The NLRB sharply criticized the SuperShuttle decision’s elevation of entrepreneurial opportunity as a super factor, saying it "subordinated the common law to a particular vision of supposed 'economic reality' where workers are deemed 'entrepreneurs'."

“To be clear, the Supreme Court has never suggested, let alone held, that ‘entrepreneurial opportunity’ is the principal guidepost in the common-law analysis,” the Board said. The Board reaffirmed the proposition that entrepreneurial opportunity must involve an actual, and not merely theoretical, opportunity for gain or loss.

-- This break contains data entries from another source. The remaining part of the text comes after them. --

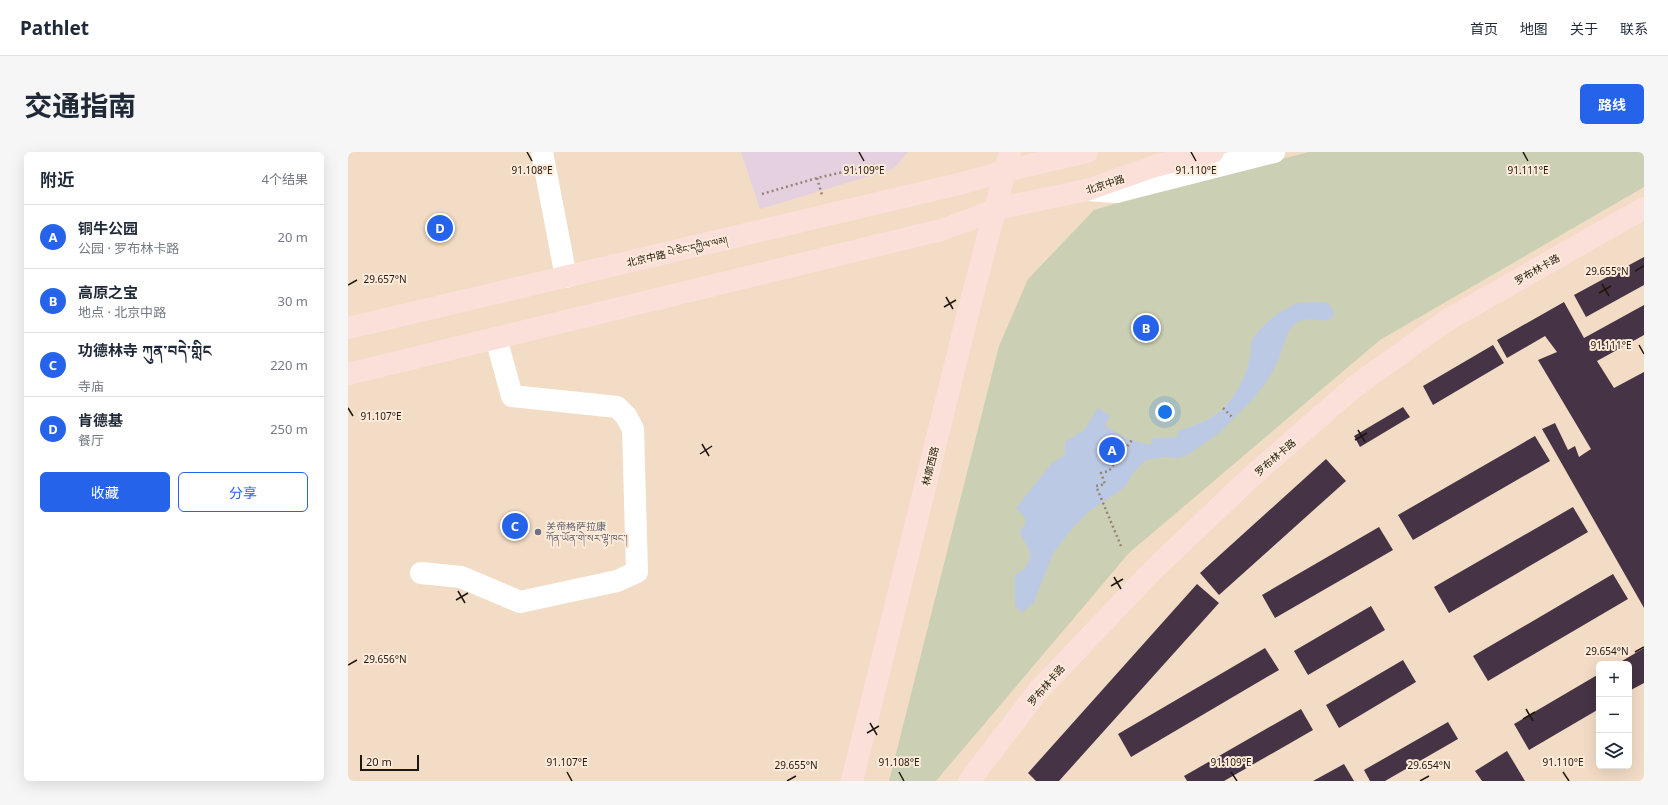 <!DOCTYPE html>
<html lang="zh">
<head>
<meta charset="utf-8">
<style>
	body { margin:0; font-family:"Noto Sans","Noto Sans SC","Noto Serif Tibetan",sans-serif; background:#f6f6f7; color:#1f2937 }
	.controls { position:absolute; right:12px; bottom:12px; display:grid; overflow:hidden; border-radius:6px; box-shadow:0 4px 16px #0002 }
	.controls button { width:36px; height:36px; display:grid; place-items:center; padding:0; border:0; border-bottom:1px solid #e0e1e3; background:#fff; color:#1f2937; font:20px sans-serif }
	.scale { position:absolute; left:12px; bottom:10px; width:59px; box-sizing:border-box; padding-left:4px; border:2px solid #1f170f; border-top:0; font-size:11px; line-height:14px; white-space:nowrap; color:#1f170f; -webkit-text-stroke:3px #fdead8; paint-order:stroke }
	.you { position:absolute; left:817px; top:260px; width:14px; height:14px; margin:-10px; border:3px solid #fff; border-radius:50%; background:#1a73e8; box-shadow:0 0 0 6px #1a73e833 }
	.badge { display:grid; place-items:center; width:26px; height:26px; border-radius:50%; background:#2563eb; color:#fff; font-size:13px; font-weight:700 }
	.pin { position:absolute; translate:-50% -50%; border:2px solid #fff; box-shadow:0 1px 4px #0006 }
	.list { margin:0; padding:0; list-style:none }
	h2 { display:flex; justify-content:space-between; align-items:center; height:52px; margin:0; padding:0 16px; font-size:17px }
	h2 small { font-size:13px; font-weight:400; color:#747a83 }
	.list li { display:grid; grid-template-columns:26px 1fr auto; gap:12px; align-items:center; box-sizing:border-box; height:64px; padding:0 16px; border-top:1px solid #e0e1e3 }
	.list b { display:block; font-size:15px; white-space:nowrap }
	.list p { margin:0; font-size:13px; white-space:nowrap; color:#747a83 }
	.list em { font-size:13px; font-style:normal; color:#747a83 }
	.actions { display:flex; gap:8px; padding:12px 16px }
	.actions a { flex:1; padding:9px 0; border:1px solid #2563eb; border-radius:6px; text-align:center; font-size:14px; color:#2563eb }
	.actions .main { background:#2563eb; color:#fff }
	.icon { flex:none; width:22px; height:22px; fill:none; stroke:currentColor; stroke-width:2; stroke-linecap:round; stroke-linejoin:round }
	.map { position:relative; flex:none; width:1296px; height:629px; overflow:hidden; border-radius:6px }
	header { display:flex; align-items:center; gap:24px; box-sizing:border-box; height:56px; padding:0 20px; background:#fff; border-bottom:1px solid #e0e1e3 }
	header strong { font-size:19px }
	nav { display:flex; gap:22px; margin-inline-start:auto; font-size:14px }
	.intro { display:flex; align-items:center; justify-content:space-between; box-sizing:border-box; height:96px; padding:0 24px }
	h1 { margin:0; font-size:28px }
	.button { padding:10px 18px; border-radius:6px; background:#2563eb; color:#fff; font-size:14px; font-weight:700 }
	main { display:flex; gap:24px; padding:0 24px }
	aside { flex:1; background:#fff; border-radius:6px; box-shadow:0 4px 16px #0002 }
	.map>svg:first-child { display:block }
	.commercial { fill:#e4d0de }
	.green { fill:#cbd0b4 }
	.water { fill:#bcc9e4 }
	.building { fill:#463345 }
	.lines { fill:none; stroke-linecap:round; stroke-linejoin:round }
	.path { stroke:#968576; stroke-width:2.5; stroke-dasharray:2 3; stroke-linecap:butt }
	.minor { stroke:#fff; stroke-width:22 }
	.major { stroke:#fbe0da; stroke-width:22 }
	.ticks { fill:none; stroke:#1f170f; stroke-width:1.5 }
	.worship-dot { fill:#6b7280; stroke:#fdead8; stroke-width:1.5 }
	.labels { text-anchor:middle; stroke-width:4; stroke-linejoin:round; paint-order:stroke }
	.street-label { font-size:10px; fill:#1f170f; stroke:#fdead8 }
	.worship-label { font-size:10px; fill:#5b616d; stroke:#fdead8; text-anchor:start }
	.ticks-label { font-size:10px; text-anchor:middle; fill:#1f170f; stroke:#fdead8; stroke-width:4; stroke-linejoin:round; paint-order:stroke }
</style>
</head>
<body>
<header>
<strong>Pathlet</strong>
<nav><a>首页</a><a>地图</a><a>关于</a><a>联系</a></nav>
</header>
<div class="intro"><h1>交通指南</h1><a class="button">路线</a></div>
<main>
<aside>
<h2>附近<small>4个结果</small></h2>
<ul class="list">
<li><span class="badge">A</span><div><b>铜牛公园</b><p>公园 · 罗布林卡路</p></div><em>20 m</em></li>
<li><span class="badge">B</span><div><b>高原之宝</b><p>地点 · 北京中路</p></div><em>30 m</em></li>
<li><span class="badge">C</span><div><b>功德林寺 ཀུན་བདེ་གླིང</b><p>寺庙</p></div><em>220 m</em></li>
<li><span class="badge">D</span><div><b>肯德基</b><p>餐厅</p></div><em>250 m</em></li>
</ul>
<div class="actions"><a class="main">收藏</a><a>分享</a></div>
</aside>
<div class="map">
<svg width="1296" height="629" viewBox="0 0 1296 629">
	<rect width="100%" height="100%" fill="#f3dcc6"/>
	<path class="commercial" d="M393 0H560L545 17 412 57Z"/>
	<path class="green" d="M961 0H1296V35L1032 188 781 401 588 629H541L651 194 680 127 746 58 852 27Z"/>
	<path class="water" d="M973 150 980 151 986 159 984 166 977 169 964 167 950 169 941 178 929 211 918 231 901 251 870 282 838 304 829 306 815 305 798 308 785 321 777 335 740 360 722 379 705 401 686 450 674 461 667 453V423L678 416C679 412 682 407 682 403 682 393 672 387 672 378L678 372 676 364 668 356 703 312 717 303V290L736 278 750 256 762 264 757 274 779 287 803 293 804 286 830 285 829 279C846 274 861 269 875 257 888 244 898 224 902 206 903 201 902 193 904 188 913 173 934 156 951 151 958 150 966 150 973 150Z"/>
	<g class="building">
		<path d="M1296 105V133L1238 165 1226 143Z"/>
		<path d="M1216 150 1236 186 1296 153V183L1249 209 1266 236 1296 220V456L1194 277 1207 271 1220 298 1227 294 1231 305 1243 297 1190 208 1209 200 1197 184 1159 206 1149 188Z"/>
		<path d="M1145 193 1156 211 1085 253 1075 234Z"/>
		<path d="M1055 255 1062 265 1012 295 1006 284Z"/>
		<path d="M1187 284 1202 309 1065 388 1050 363Z"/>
		<path d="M978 307 998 329 871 443 852 421Z"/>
		<path d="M1225 355 1240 380 1101 461 1086 435Z"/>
		<path d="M1031 375 1045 398 927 466 914 443Z"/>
		<path d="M1265 422 1280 447 1140 529 1125 504Z"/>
		<path d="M849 432 871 451 711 629H688L680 621Z"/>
		<path d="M1023 454 1037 478 960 523 946 499Z"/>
		<path d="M917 496 931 518 783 605 770 582Z"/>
		<path d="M1296 496V531L1281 539V512H1269Z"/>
		<path d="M1055 508 1068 530 991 576 978 553Z"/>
		<path d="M1251 522V557L1181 598 1166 572Z"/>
		<path d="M953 557 965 578 876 629H839L836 624Z"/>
		<path d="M1100 570 1110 587 1037 629H1022L1016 618Z"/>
		<path d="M1159 599 1177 629H1134L1127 619Z"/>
		<path d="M996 612 1006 629H965Z"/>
	</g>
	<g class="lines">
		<g class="path">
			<path d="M469 26 474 43"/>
			<path d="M414 42 469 26 526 13"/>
			<path d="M875 256 885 266"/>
			<path d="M773 394 748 334 757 332 753 321 761 319 784 288"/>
		</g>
		<g class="minor">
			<path d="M194 0 218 125"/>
			<path d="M739 38 768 40 926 0"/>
			<path d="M73 421 113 425 172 450 269 429 289 420 285 277 278 264 269 255 164 244 148 186"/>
		</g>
		<g class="major">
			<path d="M0 176 615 31 657 19 739 0"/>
			<path d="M0 222 593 78 629 65 648 57 739 38 807 14 865 0"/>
			<path d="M504 629 619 165 662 0"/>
			<path d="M621 629 691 538 804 419 904 324 1006 235 1098 169 1296 56"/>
		</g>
	</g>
	<path class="ticks" d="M179 0 184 9M511 0 516 9M843 0 848 9M1175 0 1180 9M1287 119 1296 114M1254 132 1261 144M0 133 9 128M1251 141 1263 134M598 145 605 157M596 155 608 148M1291 193 1296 202M0 256 5 264M1010 278 1017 290M1007 288 1019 281M354 292 361 304M352 302 364 294M766 425 773 437M763 434 775 427M110 439 117 451M108 448 120 441M1287 500 1296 495M0 513 9 508M1178 557 1185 569M1175 567 1187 560M522 571 529 583M519 581 531 574M219 620 224 629M551 620 556 629M883 620 889 629M1215 620 1221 629M439 629 448 624M1072 629 1081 624"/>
	<circle class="worship-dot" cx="190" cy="380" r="4"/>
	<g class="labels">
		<g class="street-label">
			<text transform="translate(757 32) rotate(-18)" y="4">北京中路</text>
			<text transform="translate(329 99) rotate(-13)" y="4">北京中路 པེ་ཅིང་དཀྱིལ་ལམ།</text>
			<text transform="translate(1189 117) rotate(-30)" y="4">罗布林卡路</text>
			<text transform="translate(927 305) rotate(-41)" y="4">罗布林卡路</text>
			<text transform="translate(582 314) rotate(-76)" y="4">林廓西路</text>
			<text transform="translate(698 533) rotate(-49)" y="4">罗布林卡路</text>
		</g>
		<g class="worship-label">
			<text x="198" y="378">关帝格萨拉康<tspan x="198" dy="12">ཀོན་ཡོན་གེ་སར་ལྷ་ཁང་།</tspan></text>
		</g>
	</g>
	<g class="ticks-label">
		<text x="184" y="22">91.108°E</text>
		<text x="516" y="22">91.109°E</text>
		<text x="848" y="22">91.110°E</text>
		<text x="1180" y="22">91.111°E</text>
		<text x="1259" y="123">29.655°N</text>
		<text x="37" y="131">29.657°N</text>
		<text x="1263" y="197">91.111°E</text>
		<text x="33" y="268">91.107°E</text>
		<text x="1259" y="503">29.654°N</text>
		<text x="37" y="511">29.656°N</text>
		<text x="219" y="614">91.107°E</text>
		<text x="551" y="614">91.108°E</text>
		<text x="883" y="614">91.109°E</text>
		<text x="1215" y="614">91.110°E</text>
		<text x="448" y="617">29.655°N</text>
		<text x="1081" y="617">29.654°N</text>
	</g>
</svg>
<div class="controls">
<button>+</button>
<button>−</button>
<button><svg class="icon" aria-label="layers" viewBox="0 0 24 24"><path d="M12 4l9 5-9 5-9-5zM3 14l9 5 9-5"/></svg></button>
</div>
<div class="scale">20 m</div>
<div class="you"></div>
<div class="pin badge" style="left:764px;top:298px">A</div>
<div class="pin badge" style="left:798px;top:176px">B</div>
<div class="pin badge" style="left:167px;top:374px">C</div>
<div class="pin badge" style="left:92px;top:76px">D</div>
</div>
</main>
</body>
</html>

The case is The Atlanta Opera, N.L.R.B., Case 10-RC-276292, 6/13/23.

Key Takeaways

  • The Atlantic Opera decision applies only when determining whether a worker is an employee or independent contractor entitled to protections afforded by the National Labor Relations Act. The decision has no application when determining a worker’s classification under the federal Fair Labor Standards Act (FLSA), which governs minimum wage and overtime; federal non-discrimination laws (such as Title VII, the Americans with Disabilities Act, and the Age Discrimination in Employment Act); and the federal law governing pensions and employee benefits (ERISA) – each of which have their own tests for independent contractor status.
  • Companies will now need to be armed with evidence that their workers have actual, not just theoretical, opportunity to pursue economic gain with the company’s competitors or other business entities.
  • The Atlantic Opera decision may yet be challenged and may not survive judicial review. This is especially true because the SuperShuttle decision expressly adopted the test set forth by the U.S. Court of Appeals for the District of Columbia, which has exclusive jurisdiction to review decisions issued by the NLRB.